Evet, eğer bu kadar uzun olmasaydım büyük ihtimalle futbol oynuyor olurdum. 13-14 yaşlarıma kadar futbol oynamıştım, daha sonra birkaç yıl boş kaldıktan sonra basketbolla tanıştım.
Altyapı kategorilerinde forma giymemiş bir oyuncu olarak Fransa milli takımına çağrılış hikayen nasıl gelişti?
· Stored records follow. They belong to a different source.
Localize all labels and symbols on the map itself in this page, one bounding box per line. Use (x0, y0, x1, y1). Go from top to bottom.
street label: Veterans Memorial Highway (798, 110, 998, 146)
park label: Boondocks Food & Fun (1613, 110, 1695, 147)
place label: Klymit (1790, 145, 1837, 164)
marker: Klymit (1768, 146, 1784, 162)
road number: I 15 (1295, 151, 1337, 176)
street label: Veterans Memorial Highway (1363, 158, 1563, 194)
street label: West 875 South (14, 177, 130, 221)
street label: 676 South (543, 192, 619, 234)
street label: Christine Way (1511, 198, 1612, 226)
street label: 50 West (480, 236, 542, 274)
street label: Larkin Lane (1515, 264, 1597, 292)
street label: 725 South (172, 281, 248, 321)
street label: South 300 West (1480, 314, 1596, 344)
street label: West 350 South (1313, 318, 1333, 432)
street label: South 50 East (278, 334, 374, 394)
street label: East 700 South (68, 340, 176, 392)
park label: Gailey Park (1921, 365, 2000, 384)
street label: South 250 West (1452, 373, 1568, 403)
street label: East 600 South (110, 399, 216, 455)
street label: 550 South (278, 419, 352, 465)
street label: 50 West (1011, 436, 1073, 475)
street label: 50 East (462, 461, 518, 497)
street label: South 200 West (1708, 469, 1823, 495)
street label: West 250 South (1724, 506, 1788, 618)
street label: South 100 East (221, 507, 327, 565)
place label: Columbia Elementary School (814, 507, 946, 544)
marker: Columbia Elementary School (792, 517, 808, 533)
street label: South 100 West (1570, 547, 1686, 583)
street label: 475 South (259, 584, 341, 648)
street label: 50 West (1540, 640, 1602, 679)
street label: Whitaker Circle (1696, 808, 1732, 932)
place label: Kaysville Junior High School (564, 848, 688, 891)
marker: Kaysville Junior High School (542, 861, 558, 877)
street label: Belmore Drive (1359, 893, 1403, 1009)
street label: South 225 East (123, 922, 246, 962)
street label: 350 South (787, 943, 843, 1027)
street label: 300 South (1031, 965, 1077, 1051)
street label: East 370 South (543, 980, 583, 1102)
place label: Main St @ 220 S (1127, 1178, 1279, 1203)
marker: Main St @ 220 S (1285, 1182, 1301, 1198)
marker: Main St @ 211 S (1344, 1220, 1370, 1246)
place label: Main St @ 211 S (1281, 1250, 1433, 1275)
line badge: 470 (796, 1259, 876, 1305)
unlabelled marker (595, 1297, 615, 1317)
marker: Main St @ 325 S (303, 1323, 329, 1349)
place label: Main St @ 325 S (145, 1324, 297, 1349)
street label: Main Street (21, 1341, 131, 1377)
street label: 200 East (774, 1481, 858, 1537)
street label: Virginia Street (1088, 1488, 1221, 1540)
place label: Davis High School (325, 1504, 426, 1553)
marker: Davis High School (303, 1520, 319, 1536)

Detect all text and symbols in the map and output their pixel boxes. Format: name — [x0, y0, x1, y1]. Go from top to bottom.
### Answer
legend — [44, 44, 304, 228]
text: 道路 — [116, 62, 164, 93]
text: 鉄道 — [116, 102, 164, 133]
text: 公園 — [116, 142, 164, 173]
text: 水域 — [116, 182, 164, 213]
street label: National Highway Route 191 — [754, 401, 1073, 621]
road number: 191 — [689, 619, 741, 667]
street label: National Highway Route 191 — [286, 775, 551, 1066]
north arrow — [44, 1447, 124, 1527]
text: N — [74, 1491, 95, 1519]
Basketbola başlangıç yaşım dolayısıyla altyapı kategorilerinde oynamadığım için otoriteler beni tanımıyorlardı. Buna ek olarak kariyerimin ilk yıllarında yeterince iyi sayılmazdım fakat çok çalıştım ve sonrasında Fransa 2. Ligi Pro B’de oynamaya başladım. Oradaki ikinci sezonumda başarılı bir grafik ortaya koydum ve orada hepimiz takip edildiğimiz için beni fark ettiler. Böylece Fransa milli takımına çağrılmış oldum.
Altyapılardan biraz bahsetmek istiyorum, Türkiye’de gelmiş geçmiş en iyi pivotlardan olan ve aynı zamanda oyuncu yetiştiren Tamer Oyguç ile konuştuğumda bana uzun oyunculara eskiden sadece uzun fundamentalı çalıştırıldığını ve bu yüzden diğer yeteneklerinin gelişemediğini söylemişti. Son dönemde Fransa’da yetişmiş bir uzun oyuncu olarak sen neler söylersin bu konuda, Fransa’da nasıl çalıştırılıyordunuz?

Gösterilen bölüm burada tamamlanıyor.